Advanced Hardware Hacking: Hands-on Power Analysis & Glitching with the ChipWhisperer

NewAE Technology Inc. | July 22-23 & July 24-25



Overview

Side-Channel Power Analysis - that freaky method of extracting secret keys from embedded systems that doesn't rely on exploits or coding errors. It can be used to read out an AES-128 key in less than 60 seconds from a standard implementation on a small microcontroller. Are your products vulnerable to such an attack? This course is loaded with hands-on examples to teach you not only about the attacks and theories, but how to apply them.

The course uses the open-source ChipWhisperer project (www.chipwhisperer.com) for both hardware & software tools, meaning attendees can immediately take the knowledge learned in this course and apply it in real life. The course includes a ChipWhisperer-Lite, so students walk away with the hands-on hardware used during the lab.

During the two-day course, topics covered will include: theory behind side-channel power analysis, measuring power in existing systems, setting up the ChipWhisperer hardware & software, several demonstrated attacks, understanding and demonstration glitch attacks, and analyzing your own hardware.

As this course uses entirely open-source tools & examples, attendees will be able to use this knowledge in their own training courses, for example training employees at their workplace in these techniques. Side Channel Power Analysis & Fault Attacks have never been more accessible, and testing your products has never been this inexpensive or easy.

Who Should Take this Course

Anyone dealing with embedded systems needs to understand the threats that can be used to break even a "perfectly secure" system (meaning no buffer overflows, ability to inject code, or other such flaws). This course assumes knowledge and experience with embedded systems, and will build upon that to teach you about the practicality of various advanced attacks on those systems.

This course will also contain an extensive hands-on component, and includes a ChipWhisperer-Lite to allow you to extend the experiments covered in class onto your own products.

Student Requirements

Students taking this class are assumed to have a good working knowledge of basic embedded systems (i.e. 8-bit microcontrollers), including programming in C and hardware design. This could mean at minimum having implemented projects on the Arduino platform. Students should be familiar with the Python programming language, as most tools are written in Python. The tools are fairly user-friendly, meaning it's not a requirement, but modification of the tools will be briefly mentioned.

What Students Should Bring

Students MUST bring a laptop with approximately 15GB of free space. A variety of (Python-based) tools will be installed and used, which can run on Linux & Windows.

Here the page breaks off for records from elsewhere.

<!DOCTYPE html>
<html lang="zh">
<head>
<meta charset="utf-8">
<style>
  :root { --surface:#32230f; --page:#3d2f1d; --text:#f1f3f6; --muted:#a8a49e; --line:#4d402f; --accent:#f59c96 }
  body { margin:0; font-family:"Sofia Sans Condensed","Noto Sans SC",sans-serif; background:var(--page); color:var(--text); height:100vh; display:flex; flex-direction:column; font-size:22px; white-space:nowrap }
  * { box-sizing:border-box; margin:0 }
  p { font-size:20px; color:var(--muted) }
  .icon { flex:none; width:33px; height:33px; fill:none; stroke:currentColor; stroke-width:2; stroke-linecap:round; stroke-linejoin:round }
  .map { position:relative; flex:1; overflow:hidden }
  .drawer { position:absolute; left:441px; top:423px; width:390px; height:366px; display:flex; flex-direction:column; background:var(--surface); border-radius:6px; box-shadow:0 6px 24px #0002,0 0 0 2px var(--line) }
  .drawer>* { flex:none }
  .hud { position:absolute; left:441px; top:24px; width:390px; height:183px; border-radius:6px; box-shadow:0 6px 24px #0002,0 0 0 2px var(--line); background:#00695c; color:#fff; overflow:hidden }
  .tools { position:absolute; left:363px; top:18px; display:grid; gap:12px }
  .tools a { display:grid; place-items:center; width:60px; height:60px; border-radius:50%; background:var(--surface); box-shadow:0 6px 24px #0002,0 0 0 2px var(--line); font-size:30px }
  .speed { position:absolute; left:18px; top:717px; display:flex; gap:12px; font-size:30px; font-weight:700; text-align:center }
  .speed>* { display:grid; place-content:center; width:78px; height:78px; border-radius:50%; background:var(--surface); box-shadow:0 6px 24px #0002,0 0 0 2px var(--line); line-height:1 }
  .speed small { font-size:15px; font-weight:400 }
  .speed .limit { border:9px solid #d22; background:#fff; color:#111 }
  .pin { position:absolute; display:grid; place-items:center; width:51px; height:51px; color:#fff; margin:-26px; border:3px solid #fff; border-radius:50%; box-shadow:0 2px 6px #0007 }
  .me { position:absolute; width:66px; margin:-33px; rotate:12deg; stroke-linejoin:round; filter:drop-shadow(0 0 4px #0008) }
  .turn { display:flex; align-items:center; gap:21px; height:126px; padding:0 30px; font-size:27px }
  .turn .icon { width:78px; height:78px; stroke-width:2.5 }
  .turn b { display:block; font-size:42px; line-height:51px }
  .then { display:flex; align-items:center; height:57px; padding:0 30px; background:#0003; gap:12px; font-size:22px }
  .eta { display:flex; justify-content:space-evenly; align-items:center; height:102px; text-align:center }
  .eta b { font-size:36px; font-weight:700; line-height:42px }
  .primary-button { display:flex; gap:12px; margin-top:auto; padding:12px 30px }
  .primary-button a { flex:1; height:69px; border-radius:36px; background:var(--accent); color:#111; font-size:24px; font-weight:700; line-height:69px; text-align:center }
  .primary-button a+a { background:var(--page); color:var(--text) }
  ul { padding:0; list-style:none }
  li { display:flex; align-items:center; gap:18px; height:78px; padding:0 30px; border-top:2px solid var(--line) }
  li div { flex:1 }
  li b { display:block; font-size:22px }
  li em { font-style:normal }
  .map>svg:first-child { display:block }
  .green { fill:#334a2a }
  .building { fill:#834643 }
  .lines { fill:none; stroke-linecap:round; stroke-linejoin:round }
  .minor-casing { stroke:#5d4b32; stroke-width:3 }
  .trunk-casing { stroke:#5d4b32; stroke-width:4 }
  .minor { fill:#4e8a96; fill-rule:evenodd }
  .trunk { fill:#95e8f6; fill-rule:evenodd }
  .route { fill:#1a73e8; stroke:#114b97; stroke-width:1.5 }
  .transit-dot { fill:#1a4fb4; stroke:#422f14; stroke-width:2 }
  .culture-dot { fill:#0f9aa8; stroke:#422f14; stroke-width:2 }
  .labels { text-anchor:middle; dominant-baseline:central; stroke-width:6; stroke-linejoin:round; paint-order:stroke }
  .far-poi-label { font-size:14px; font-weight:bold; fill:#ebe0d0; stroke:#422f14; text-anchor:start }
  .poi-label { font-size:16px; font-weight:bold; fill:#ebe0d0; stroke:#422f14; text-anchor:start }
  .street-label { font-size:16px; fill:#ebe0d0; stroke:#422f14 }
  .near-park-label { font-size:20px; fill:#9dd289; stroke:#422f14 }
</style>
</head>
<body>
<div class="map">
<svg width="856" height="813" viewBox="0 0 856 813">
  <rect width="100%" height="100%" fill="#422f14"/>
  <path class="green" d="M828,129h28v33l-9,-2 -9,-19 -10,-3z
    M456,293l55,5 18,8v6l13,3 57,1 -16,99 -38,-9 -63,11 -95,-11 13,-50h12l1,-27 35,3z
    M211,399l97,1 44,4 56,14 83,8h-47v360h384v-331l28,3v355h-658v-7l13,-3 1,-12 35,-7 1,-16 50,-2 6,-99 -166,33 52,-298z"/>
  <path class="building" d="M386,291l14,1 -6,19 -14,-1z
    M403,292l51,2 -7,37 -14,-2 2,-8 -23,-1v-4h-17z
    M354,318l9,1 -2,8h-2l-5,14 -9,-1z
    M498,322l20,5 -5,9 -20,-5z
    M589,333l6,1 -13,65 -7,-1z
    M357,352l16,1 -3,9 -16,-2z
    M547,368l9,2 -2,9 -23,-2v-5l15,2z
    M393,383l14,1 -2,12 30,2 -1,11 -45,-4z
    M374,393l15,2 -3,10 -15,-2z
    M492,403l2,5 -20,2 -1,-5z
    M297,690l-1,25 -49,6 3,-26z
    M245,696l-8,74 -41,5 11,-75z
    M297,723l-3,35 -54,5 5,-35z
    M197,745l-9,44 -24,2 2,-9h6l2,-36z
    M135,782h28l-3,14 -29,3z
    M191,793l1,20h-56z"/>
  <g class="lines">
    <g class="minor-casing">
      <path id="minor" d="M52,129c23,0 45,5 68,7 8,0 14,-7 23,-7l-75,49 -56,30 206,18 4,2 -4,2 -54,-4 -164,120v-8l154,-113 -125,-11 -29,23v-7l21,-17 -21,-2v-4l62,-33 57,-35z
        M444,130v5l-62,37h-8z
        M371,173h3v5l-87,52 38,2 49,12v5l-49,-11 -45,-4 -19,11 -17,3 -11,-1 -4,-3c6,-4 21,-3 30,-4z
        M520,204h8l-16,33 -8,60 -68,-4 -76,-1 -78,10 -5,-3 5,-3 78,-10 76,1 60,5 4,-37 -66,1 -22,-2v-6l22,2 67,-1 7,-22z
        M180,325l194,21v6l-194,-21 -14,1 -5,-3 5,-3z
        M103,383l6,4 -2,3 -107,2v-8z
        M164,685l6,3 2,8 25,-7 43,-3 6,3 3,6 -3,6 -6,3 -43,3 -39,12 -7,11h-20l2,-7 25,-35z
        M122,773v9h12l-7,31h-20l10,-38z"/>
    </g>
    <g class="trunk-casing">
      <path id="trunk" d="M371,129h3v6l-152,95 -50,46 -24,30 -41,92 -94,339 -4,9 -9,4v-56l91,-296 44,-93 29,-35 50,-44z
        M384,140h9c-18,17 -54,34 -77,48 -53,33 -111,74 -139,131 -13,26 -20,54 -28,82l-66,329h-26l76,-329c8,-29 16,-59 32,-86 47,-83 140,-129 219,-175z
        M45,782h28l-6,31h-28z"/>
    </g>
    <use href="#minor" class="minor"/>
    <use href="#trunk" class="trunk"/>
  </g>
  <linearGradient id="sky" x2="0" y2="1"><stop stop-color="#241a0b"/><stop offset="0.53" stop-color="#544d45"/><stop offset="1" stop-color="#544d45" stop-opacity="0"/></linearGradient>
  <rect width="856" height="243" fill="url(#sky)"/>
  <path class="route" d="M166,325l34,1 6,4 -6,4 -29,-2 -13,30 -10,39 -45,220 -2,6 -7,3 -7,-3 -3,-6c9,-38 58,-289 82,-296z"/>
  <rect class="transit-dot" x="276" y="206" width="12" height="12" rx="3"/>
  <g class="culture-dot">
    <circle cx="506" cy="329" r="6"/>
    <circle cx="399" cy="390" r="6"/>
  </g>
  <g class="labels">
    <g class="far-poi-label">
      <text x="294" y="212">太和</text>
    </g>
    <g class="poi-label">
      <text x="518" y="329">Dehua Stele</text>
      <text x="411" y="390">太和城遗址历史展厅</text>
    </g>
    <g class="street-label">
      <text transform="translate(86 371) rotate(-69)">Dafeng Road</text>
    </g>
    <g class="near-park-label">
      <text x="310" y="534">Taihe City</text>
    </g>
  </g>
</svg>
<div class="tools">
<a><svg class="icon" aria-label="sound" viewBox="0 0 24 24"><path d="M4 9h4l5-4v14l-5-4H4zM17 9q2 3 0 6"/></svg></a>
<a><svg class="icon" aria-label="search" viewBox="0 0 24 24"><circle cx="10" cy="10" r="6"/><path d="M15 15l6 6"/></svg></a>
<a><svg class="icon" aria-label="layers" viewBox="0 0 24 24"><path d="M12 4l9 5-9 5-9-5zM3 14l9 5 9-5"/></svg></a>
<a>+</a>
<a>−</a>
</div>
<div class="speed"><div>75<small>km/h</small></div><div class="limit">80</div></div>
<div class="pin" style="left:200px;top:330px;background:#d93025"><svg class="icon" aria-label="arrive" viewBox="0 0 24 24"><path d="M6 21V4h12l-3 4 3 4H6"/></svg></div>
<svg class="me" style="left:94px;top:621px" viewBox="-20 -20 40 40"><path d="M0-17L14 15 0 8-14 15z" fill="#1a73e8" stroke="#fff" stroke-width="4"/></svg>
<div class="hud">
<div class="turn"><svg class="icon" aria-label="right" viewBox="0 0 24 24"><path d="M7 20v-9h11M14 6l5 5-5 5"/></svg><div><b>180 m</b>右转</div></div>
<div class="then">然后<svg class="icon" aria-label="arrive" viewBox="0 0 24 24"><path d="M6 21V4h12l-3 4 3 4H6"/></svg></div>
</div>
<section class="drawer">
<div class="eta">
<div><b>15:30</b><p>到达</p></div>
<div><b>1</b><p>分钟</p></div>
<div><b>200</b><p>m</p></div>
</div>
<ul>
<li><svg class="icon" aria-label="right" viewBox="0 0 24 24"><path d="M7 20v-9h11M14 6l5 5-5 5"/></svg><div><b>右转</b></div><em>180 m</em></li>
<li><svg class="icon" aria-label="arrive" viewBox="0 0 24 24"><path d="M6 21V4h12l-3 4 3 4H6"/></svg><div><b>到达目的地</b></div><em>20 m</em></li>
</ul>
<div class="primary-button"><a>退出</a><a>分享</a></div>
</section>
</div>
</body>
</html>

To simplify the class, a VMWare image will be provided which has all tools installed, but students are free to directly install the tools on their own computer.

Students are encouraged to bring a computer with VMWare Workstation already installed to reduce setup time.

What Students Will Be Provided With

  • ChipWhisperer-Lite hardware platform (kept by the student once class is done).
  • Slides and documentation used during class (not open source, not distributable)
  • VMWare image, software tools (all tools open source, distributable)
  • Example capture traces (distributable)

Trainers

Colin O'Flynn has developed the world's first open-source platform for side-channel power analysis and glitching attacks, and has spoken around the world about the application of this platform to various targets. Previously he worked developing low-power wireless embedded systems, and continues to write about FPGAs for Circuit Cellar magazine. He lives in Halifax, NS, Canada.